Uejima-san decided to continue his dad’s activity as a tea farmer when he was 22 years old. Soon he realised it wasn’t an easy task and one that often does not offer a good income. Instead of selling at tea auction like his father always had, he started selling the teas directly to customers – he likes when he can see directly that people enjoy his teas. Traditionally, his family produced only sencha, but around 15 years ago they started also producing tencha, at a time when there was almost no matcha production in Wazuka. Now Uejima-san production consist of a 30% of sencha and 70% of tencha/matcha. During the event all together we tried one of his matchas and one of his hojichas.
Uejima san produces 4 kinds of matcha and the one we tried he calls it “kaze”, that in Japanese means “wind”. It is an usucha grade from Samidori cultivar: a cultival whose origin is in Kyoto and whose characteristic is its creaminess and almost fruity taste.
He showed us his way of preparing matcha: first ad only 1/3 of the water we are going to use to the matcha, and slowly mix it with the chasen – this helps to dissolve the clumps. Then, add the rest of the water (around 50 ml) at hot temperature and whisk for 10 to 15 seconds. The matcha was sweet and had no astringency at all! Paula, one of the participants, said that the name was actually a good one, cause she felt like a whirlwind in her mouth after drinking it!
The other tea we tried was a light roast kuki-hojicha, made from second flush sencha stems. Uejima san suggested to brew it at boiling water for 30 or 40 seconds to extract more aroma and more taste of the tea. This tea is actually served at the Ritz Carlton Kyoto afternoon tea!
While we sipped at the teas, the conversation went on different topics and questions from the people attending.
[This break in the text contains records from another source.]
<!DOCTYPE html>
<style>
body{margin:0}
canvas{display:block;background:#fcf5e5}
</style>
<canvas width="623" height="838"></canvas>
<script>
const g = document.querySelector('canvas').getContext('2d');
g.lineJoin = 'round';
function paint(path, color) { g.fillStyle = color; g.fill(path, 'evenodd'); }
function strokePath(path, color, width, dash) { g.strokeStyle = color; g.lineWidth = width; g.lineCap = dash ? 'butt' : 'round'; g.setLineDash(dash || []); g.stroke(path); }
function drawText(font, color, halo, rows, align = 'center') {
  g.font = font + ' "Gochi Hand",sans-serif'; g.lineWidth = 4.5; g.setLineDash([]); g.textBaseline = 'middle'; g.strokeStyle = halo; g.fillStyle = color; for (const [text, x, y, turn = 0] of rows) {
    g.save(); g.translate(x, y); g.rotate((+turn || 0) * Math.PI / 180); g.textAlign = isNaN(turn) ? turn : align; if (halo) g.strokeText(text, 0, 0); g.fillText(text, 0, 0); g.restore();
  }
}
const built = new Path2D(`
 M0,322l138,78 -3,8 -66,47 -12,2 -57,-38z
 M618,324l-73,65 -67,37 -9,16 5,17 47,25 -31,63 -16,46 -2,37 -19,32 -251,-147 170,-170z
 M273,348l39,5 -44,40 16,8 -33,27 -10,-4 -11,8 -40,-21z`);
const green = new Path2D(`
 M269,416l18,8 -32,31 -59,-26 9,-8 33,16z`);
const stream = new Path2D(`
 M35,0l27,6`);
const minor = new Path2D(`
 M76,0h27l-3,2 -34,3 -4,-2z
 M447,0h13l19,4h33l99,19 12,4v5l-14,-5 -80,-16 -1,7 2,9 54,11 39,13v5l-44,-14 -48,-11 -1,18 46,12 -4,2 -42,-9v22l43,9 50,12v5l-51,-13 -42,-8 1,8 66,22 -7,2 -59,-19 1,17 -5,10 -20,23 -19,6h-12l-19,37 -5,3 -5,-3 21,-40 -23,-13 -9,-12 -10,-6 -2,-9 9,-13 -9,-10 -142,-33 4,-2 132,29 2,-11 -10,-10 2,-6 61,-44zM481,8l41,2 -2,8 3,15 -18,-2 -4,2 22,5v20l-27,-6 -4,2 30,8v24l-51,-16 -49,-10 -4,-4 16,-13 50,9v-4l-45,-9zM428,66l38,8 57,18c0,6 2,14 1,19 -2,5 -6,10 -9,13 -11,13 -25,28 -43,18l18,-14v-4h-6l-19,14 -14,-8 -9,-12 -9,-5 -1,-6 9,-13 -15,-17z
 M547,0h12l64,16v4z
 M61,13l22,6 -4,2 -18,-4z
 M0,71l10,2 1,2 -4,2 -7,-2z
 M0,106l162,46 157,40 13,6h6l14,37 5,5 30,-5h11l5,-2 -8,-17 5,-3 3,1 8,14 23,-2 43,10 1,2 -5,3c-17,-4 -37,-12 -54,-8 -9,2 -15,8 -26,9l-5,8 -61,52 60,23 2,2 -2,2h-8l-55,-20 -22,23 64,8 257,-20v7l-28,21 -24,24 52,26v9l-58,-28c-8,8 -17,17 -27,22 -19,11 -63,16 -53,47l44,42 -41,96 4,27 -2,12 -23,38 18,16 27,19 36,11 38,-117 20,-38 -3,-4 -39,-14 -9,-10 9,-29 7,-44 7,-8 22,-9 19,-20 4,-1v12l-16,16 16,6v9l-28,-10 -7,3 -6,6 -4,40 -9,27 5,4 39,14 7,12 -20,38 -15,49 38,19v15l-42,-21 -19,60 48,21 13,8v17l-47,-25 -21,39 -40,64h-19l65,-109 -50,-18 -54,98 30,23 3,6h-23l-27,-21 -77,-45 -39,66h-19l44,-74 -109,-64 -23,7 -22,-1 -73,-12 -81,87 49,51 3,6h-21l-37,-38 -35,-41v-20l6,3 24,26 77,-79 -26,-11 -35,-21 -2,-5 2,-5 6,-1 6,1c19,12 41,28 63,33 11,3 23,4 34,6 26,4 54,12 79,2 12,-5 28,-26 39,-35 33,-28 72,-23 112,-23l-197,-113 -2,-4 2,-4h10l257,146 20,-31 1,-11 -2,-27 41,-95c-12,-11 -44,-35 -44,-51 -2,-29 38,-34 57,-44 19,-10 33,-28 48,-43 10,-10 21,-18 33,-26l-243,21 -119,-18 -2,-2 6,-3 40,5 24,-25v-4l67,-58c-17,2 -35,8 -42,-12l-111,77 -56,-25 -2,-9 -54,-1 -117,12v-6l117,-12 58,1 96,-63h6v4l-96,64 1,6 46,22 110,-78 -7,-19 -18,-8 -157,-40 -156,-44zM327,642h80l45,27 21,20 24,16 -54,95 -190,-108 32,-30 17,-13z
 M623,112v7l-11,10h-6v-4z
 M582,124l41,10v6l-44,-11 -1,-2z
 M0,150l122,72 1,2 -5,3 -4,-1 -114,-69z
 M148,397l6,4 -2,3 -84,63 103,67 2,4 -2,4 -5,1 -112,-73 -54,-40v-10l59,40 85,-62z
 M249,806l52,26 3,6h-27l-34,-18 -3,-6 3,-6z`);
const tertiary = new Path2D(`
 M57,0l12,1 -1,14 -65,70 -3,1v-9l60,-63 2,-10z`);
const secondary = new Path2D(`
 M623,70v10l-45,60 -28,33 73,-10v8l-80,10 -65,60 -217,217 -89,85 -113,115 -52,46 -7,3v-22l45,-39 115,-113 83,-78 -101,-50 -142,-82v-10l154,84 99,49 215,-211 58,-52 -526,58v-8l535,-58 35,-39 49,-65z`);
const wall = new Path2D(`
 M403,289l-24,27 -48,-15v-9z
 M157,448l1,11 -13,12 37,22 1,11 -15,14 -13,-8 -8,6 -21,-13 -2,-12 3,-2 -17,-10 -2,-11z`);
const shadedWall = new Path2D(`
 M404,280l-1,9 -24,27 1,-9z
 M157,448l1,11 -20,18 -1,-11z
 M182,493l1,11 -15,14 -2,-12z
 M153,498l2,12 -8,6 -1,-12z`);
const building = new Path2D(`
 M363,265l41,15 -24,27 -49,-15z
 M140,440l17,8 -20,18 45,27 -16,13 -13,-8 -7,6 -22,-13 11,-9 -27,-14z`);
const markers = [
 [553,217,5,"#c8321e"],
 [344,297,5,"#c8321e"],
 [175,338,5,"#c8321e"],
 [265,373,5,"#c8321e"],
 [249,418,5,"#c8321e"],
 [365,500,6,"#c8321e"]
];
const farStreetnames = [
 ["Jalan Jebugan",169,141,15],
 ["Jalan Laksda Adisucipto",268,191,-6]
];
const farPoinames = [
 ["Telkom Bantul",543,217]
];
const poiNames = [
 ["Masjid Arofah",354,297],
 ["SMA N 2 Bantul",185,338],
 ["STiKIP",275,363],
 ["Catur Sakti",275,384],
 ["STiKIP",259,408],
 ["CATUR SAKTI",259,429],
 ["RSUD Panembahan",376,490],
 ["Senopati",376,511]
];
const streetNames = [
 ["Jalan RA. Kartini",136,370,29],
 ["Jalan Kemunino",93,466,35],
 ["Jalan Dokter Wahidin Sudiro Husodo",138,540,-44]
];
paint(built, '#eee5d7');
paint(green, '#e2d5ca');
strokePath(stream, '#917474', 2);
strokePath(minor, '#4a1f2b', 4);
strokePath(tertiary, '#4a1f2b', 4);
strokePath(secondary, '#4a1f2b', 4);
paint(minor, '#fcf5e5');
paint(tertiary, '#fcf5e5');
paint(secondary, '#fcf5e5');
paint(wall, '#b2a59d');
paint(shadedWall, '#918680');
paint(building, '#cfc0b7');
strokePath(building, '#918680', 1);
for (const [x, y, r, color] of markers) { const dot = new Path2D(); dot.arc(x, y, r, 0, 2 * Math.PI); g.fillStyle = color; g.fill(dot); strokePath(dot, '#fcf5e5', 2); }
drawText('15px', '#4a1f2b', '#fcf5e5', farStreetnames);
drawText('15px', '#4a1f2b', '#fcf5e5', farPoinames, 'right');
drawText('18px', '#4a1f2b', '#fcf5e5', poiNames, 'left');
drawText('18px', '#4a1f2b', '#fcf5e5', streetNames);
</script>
How the drinking style has changed in Japan in recent years? Pet bottles have become the common way in the recent years while traditional kyusu teapots are disappearing from common households. Which is Uejima san’s favourite teapot? A houhin designed by himself (!!!). The difference between koicha and usucha. Why young people in Japan decide to give up on the family tea farming business? Tea farming being a hard job, the young generations often prefer doing something else; but there are also new people whose family had nothing to do with tea that want to start tea farming and Uejima san has been training some of them who arrived to Wazuka. And he also has been going to Vietnam for the past 5 years to teach tea production there.
With all those topics, an hour and a half went by very fast!
You can find Uejima-san’s teas on his Japanese website here.
Our next Meet the Tea Farmer event will take place in January 2021 after a holiday break. We are happy to host these events and see how much the participants and the tea producers enjoy it!